What the task requires:
Would you transcribe the line that holds "For a GIS import: Serialize", plus every line beneath it through the end of the data, exactly and with nothing added?
═════ Entries shown ═════
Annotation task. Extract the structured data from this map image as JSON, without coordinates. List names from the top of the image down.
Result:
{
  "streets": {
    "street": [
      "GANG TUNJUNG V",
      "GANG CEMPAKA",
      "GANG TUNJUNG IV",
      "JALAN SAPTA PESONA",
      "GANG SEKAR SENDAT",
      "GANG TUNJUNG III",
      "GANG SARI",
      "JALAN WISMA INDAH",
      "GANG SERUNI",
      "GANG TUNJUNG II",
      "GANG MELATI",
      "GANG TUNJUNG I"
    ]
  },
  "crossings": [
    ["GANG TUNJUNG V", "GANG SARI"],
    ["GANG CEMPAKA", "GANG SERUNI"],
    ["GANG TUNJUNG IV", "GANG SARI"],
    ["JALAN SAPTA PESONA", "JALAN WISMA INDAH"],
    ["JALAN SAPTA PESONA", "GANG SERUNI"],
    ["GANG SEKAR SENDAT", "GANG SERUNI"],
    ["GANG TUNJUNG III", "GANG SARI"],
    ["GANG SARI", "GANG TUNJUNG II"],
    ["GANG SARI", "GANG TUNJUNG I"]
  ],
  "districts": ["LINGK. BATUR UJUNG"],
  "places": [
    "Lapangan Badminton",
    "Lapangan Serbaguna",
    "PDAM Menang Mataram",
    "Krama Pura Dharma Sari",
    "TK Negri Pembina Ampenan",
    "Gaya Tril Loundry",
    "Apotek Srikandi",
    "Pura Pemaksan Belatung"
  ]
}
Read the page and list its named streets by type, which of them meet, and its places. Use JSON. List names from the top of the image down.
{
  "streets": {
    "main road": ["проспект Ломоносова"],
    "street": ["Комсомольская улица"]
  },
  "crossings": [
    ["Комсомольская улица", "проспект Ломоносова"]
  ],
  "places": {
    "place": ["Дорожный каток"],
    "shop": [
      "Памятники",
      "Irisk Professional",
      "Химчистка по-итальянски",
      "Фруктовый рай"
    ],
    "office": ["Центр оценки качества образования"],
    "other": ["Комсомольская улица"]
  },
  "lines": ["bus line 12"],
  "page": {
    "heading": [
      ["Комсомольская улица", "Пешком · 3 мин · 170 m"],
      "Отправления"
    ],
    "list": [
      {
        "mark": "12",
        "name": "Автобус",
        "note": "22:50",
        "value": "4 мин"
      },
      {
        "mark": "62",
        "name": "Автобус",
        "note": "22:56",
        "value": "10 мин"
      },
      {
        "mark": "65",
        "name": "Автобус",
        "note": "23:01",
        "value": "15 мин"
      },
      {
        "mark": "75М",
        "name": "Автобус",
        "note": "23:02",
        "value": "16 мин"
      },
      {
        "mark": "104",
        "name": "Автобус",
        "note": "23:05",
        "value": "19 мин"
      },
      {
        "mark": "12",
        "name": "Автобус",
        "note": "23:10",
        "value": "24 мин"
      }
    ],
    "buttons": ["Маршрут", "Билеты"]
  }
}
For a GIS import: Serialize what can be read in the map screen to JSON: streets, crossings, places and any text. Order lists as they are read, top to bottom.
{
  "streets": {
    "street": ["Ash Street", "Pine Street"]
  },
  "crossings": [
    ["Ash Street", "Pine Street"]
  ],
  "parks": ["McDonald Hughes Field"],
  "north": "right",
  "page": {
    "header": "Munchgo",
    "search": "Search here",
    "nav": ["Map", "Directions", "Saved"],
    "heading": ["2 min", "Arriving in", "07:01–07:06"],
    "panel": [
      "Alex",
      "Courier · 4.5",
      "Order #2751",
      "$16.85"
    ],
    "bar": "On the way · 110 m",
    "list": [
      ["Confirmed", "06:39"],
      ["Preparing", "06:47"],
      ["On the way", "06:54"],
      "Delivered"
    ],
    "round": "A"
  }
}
═════
Output below:
For a GIS import: Serialize what can be read in the map screen to JSON: streets, crossings, places and any text. Order lists as they are read, top to bottom.
{
  "streets": {
    "street": ["Ash Street", "Pine Street"]
  },
  "crossings": [
    ["Ash Street", "Pine Street"]
  ],
  "parks": ["McDonald Hughes Field"],
  "north": "right",
  "page": {
    "header": "Munchgo",
    "search": "Search here",
    "nav": ["Map", "Directions", "Saved"],
    "heading": ["2 min", "Arriving in", "07:01–07:06"],
    "panel": [
      "Alex",
      "Courier · 4.5",
      "Order #2751",
      "$16.85"
    ],
    "bar": "On the way · 110 m",
    "list": [
      ["Confirmed", "06:39"],
      ["Preparing", "06:47"],
      ["On the way", "06:54"],
      "Delivered"
    ],
    "round": "A"
  }
}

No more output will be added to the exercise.